Aviation experts said a helicopter used in the raid appeared to be a stealthier, top secret and never-before-seen version of a routinely used special ops helicopter. The helicopter made a hard landing and was destroyed by the military team at the site, leaving behind wreckage for experts to analyze.
The London Daily Telegraph reported the commandos lobbed thermite grenades to destroy its main body. The rear section was, however, was left intact and carted away by the Pakistani military. The newspaper identified the helicopter as a modified Blackhawk.
"This is the first time that we've seen an operational stealth helicopter," noted Bill Sweetman, an aviation analyst.
"One of the things that really stands out is they have a little disk over the motors which is meant to baffle the sound and deny radar signature," explained Dr. Daniel Goure, the vice president of the Lexington Institute, a nonprofit public-policy research organization.

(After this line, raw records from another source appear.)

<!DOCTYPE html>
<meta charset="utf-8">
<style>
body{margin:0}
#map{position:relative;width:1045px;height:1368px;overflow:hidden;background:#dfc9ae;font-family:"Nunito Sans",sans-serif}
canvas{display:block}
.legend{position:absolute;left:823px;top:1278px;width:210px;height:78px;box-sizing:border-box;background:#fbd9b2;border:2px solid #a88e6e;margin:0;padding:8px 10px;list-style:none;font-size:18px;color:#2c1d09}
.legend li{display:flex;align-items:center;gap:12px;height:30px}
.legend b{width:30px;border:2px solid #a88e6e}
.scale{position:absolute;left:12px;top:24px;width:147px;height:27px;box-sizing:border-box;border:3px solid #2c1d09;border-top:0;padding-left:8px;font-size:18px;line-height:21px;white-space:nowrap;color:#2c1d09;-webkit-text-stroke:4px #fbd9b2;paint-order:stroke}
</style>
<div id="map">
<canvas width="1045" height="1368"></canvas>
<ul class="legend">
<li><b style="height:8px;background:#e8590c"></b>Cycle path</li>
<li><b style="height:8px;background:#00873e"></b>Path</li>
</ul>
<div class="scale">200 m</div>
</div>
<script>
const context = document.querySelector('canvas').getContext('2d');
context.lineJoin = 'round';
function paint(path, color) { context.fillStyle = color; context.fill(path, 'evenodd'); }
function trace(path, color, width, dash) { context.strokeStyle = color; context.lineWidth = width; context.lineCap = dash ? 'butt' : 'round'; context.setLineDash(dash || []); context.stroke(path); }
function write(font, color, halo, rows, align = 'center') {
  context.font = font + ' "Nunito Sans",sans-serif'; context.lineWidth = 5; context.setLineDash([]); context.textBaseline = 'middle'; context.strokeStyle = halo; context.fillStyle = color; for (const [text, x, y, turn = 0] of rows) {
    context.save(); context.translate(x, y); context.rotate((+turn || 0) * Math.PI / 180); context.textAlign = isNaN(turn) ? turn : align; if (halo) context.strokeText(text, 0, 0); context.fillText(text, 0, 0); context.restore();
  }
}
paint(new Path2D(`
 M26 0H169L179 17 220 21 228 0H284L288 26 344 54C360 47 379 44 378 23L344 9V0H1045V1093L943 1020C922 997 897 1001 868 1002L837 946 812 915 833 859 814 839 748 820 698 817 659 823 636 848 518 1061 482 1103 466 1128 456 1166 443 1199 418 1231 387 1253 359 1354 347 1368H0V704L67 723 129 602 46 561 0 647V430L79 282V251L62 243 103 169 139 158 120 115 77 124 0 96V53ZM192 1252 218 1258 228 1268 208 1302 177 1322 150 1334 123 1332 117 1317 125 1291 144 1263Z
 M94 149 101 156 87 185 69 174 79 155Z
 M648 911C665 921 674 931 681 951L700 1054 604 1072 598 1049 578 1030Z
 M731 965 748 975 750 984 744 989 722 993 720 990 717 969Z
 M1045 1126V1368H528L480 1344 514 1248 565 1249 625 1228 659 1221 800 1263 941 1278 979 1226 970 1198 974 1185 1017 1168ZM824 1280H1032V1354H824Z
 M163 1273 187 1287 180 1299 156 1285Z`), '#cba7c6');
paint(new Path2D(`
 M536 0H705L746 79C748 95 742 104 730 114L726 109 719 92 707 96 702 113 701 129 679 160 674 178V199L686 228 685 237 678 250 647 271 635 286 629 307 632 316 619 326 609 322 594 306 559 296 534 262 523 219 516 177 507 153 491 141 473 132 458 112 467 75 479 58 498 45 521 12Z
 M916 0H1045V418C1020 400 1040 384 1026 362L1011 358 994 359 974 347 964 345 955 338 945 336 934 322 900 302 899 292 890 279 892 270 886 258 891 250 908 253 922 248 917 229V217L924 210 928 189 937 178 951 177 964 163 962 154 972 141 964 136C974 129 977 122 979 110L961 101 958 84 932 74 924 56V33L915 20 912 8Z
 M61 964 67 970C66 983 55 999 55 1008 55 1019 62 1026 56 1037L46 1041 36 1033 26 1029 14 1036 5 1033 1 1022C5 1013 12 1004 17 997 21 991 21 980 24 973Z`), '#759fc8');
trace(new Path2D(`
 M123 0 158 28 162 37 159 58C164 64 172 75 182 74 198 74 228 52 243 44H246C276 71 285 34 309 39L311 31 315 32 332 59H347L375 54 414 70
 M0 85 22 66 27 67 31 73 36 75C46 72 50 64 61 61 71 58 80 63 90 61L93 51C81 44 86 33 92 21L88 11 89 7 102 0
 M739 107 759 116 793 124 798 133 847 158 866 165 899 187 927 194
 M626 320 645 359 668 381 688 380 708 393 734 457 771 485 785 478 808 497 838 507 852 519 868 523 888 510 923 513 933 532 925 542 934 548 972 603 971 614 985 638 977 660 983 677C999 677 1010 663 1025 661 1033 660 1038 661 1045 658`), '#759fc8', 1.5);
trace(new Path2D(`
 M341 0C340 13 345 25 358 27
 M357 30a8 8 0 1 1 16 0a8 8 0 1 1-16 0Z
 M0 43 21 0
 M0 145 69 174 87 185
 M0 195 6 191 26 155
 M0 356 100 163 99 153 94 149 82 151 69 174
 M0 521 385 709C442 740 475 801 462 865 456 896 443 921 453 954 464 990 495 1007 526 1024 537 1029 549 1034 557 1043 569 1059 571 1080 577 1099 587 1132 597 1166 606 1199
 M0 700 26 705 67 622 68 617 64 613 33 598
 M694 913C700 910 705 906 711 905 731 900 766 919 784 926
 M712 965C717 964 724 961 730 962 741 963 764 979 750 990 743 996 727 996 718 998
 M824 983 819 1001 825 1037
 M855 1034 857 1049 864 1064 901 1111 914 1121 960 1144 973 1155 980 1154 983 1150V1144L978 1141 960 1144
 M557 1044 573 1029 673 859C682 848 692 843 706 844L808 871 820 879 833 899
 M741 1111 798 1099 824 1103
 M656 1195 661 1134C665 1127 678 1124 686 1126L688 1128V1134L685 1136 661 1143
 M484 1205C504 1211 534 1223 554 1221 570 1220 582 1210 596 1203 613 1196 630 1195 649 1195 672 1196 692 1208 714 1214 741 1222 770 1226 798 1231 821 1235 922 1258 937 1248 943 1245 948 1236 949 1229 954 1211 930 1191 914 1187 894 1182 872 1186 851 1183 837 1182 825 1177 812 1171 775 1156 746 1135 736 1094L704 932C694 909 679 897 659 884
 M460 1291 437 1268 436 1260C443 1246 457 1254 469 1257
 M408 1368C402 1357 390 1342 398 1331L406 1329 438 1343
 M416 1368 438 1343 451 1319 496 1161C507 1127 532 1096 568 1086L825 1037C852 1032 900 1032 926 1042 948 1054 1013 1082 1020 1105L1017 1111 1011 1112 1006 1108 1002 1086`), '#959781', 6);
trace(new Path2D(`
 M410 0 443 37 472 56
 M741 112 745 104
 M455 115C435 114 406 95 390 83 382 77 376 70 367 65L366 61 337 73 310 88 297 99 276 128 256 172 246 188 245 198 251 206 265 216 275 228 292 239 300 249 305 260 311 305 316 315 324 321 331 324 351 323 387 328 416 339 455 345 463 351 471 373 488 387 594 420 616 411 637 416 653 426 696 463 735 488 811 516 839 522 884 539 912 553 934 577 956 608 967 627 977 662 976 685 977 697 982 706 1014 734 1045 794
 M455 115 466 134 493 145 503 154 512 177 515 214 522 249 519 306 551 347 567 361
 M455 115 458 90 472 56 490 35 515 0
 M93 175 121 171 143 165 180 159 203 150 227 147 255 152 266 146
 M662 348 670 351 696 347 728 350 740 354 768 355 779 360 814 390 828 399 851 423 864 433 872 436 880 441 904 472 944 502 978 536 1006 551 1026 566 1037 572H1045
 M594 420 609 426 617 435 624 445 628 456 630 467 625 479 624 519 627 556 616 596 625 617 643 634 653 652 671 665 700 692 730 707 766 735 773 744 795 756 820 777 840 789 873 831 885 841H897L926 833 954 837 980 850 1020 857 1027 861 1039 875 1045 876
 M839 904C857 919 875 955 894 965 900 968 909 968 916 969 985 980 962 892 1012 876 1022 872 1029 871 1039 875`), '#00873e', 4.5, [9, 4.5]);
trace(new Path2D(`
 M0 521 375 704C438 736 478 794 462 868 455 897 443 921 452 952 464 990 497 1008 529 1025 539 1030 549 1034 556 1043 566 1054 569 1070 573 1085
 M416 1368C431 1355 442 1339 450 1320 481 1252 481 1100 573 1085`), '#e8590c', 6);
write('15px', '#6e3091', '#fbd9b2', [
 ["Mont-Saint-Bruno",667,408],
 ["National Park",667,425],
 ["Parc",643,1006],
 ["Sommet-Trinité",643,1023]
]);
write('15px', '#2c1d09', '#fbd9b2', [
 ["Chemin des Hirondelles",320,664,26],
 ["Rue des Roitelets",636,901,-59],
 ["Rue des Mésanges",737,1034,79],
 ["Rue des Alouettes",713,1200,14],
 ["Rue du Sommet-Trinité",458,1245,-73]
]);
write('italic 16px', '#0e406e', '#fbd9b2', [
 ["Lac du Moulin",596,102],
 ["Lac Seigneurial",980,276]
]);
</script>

It's unclear what Pakistan plans to do with the pieces of the helicopter. But there are concerns that China's military will try to get its hands on the technology.
"The Americans will be extremely keen to get the wreckage back, but there will also be real concerns about the technology finding its way to China," said Peter Felstead, the editor of Jane's Defence Weekly. "This kind of technology would be extremely useful to them at this point."
Pakistan has a close relationship with China and the two counties are together developing the JF17 Thunder fighter jet.